Dataset extract START

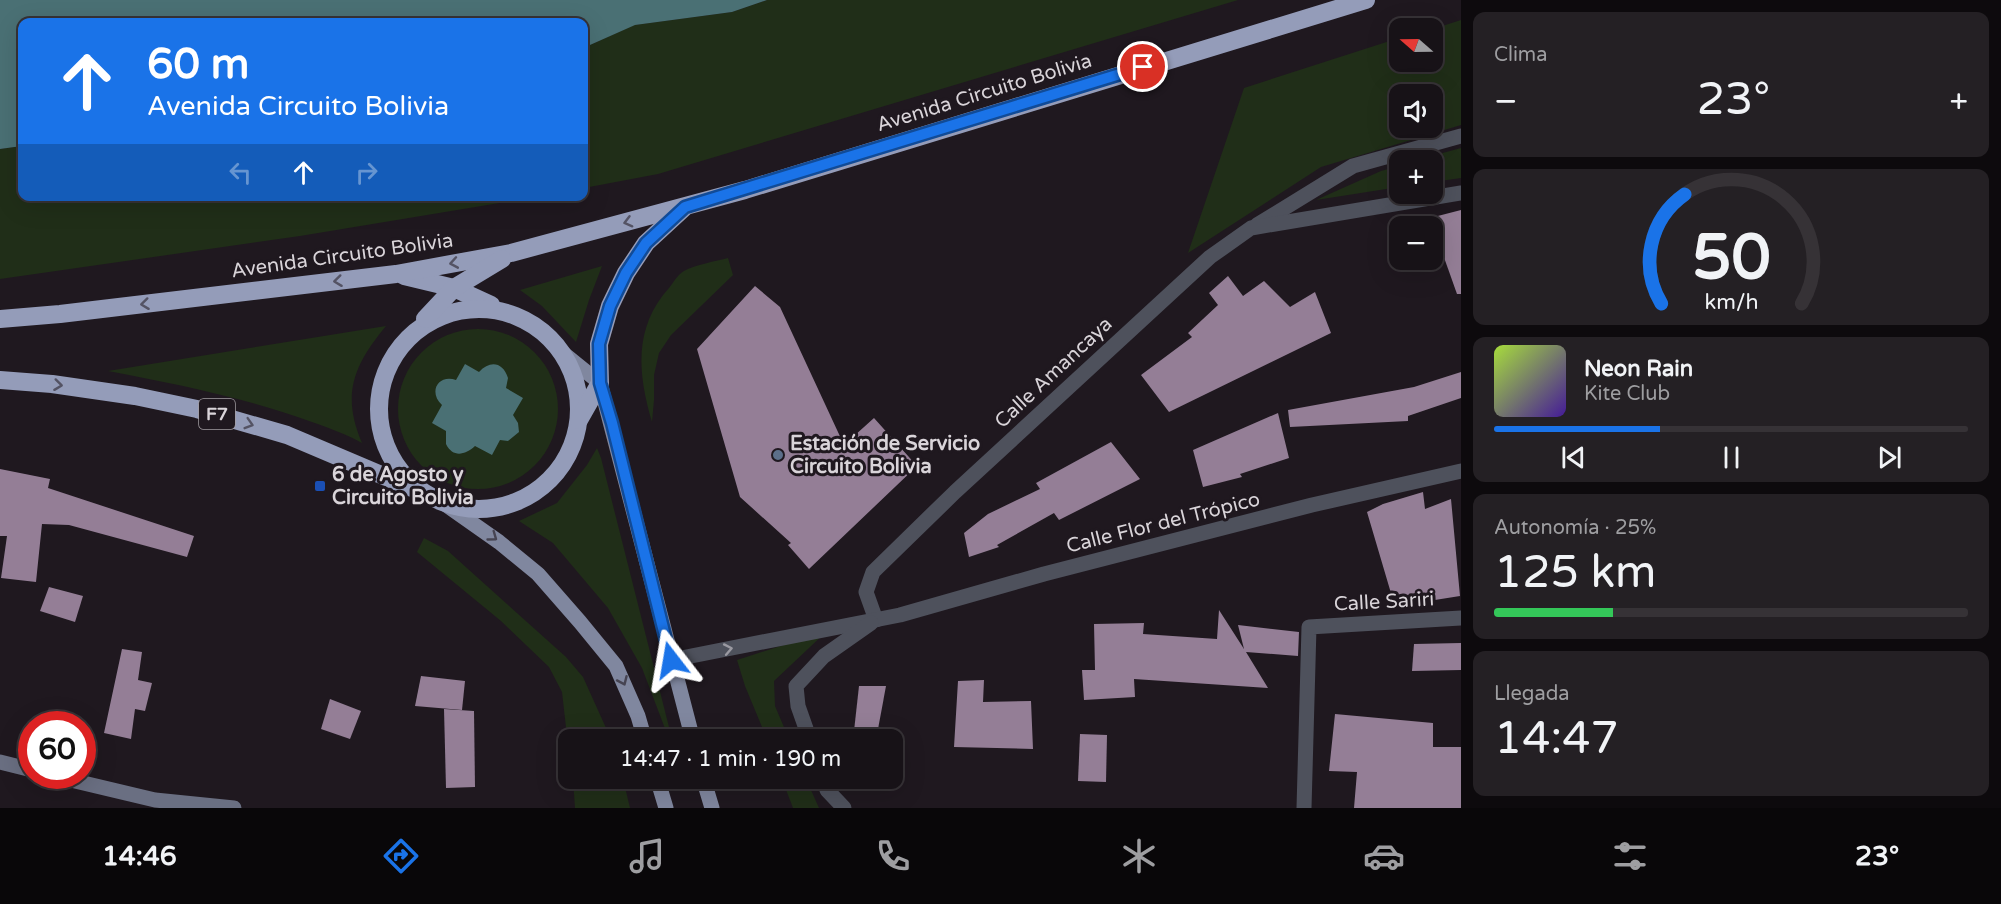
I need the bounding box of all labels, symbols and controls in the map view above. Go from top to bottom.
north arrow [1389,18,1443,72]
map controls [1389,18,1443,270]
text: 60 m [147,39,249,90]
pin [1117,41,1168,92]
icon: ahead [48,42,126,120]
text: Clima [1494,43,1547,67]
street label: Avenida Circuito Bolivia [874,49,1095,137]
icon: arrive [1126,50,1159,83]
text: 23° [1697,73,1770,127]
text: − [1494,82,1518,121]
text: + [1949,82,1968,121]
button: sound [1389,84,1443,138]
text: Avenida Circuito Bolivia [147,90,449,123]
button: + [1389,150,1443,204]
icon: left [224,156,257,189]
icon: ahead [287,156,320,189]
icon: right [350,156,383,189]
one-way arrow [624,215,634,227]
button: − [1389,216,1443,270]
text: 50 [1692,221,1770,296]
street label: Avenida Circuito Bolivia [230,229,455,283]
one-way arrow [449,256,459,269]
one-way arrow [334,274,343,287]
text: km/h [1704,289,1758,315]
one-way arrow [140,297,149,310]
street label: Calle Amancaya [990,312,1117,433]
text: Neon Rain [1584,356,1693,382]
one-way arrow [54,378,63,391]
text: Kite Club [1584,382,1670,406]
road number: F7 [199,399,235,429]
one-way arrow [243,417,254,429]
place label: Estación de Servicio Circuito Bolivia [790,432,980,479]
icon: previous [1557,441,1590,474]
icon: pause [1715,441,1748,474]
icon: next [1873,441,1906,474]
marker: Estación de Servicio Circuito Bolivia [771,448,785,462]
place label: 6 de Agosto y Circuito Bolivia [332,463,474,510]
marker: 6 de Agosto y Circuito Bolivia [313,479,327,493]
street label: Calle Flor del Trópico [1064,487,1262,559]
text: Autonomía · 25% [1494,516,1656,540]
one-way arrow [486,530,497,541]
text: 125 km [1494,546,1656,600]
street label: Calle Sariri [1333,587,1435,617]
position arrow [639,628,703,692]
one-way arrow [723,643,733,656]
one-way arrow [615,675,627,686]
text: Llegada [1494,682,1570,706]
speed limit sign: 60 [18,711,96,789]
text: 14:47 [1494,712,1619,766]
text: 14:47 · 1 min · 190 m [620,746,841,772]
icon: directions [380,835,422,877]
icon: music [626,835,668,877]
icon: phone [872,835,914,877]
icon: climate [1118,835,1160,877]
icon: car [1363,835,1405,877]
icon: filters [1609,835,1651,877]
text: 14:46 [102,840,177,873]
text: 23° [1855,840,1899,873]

Dataset extract END
Dataset extract START

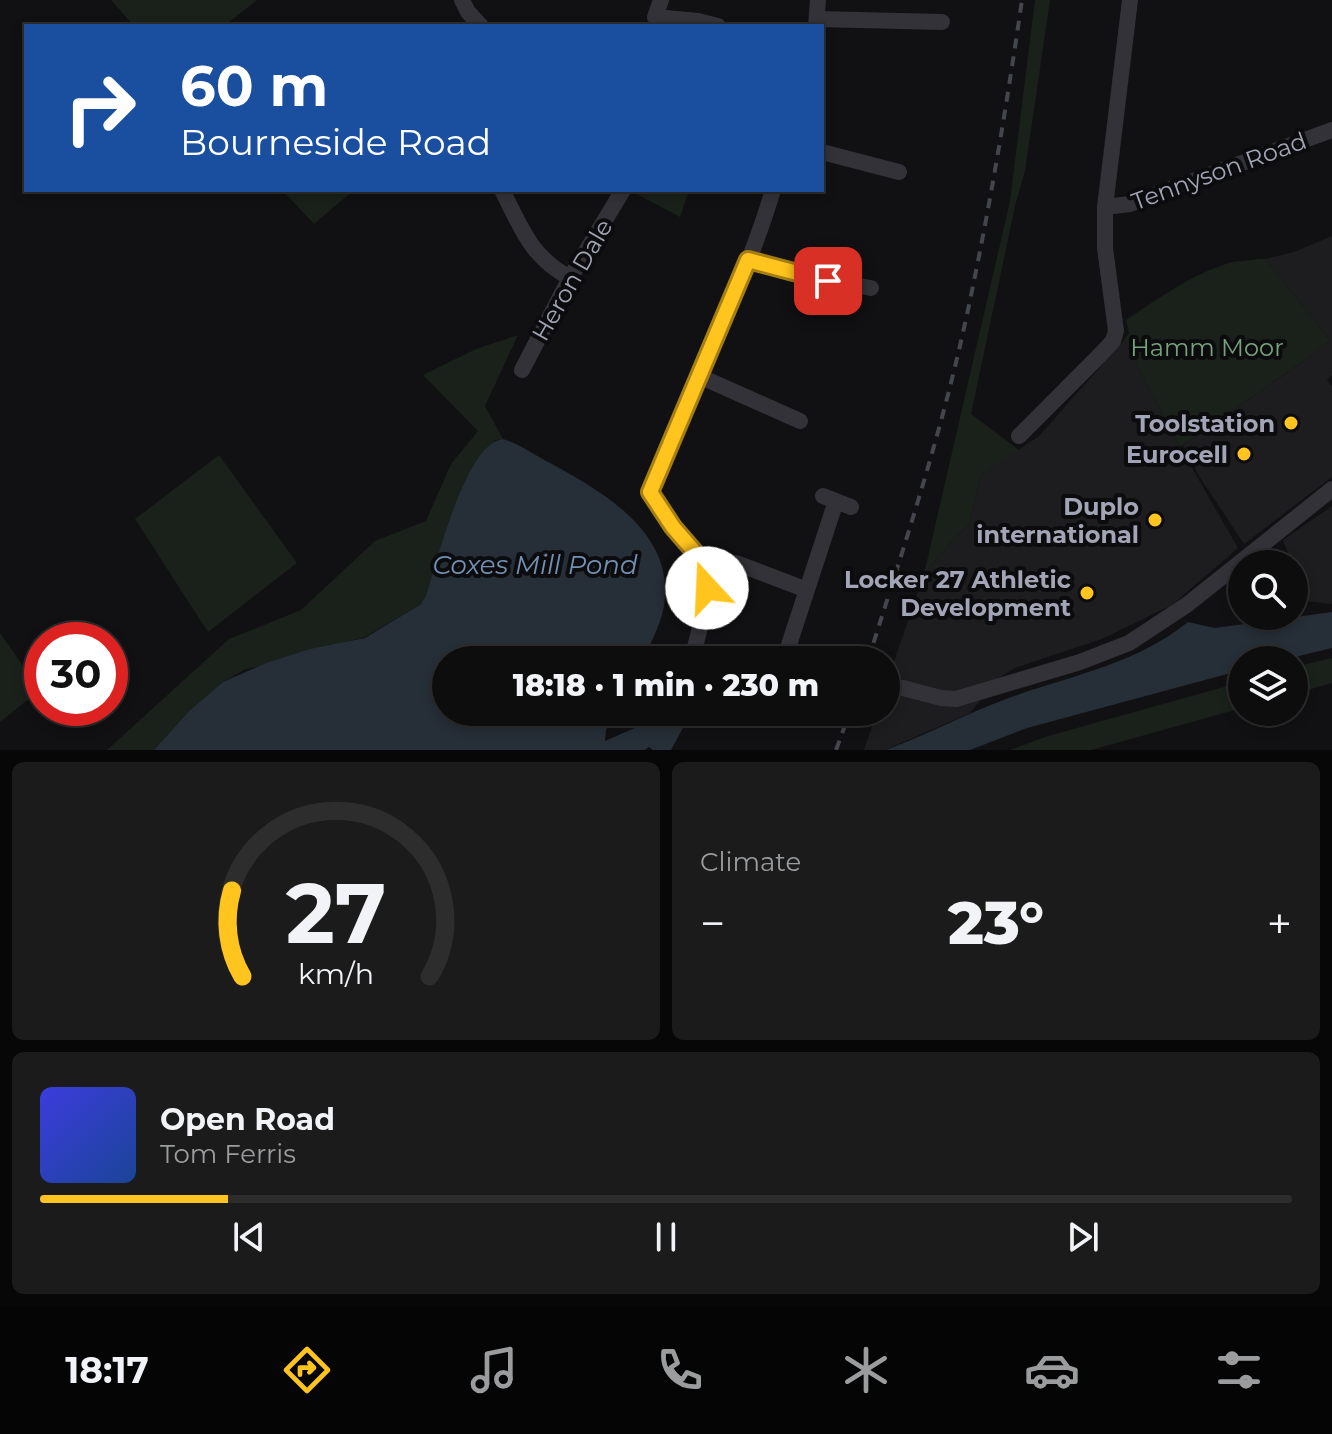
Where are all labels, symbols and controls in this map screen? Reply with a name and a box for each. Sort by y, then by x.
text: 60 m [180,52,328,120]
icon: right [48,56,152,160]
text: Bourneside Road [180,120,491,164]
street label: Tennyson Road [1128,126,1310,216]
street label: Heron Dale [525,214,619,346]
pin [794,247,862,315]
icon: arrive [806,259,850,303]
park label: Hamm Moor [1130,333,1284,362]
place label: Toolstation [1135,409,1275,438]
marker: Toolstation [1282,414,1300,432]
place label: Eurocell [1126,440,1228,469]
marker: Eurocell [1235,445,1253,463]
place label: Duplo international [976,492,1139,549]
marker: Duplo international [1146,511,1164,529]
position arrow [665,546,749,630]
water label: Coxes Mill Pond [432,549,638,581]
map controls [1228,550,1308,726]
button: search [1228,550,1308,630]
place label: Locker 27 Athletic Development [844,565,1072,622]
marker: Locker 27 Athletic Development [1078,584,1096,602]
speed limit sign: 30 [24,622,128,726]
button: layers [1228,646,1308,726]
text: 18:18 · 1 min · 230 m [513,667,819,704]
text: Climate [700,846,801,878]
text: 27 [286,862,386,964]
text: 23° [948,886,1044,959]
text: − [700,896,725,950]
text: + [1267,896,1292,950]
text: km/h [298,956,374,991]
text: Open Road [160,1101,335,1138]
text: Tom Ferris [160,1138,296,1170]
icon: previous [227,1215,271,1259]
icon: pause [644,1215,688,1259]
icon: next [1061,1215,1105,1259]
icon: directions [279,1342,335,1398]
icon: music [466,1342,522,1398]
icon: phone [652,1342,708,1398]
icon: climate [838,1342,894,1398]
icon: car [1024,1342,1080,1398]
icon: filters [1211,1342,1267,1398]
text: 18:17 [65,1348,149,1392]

Dataset extract END

Using the records above, report how many lines include "pause", with no words around the number.

## Answer space
2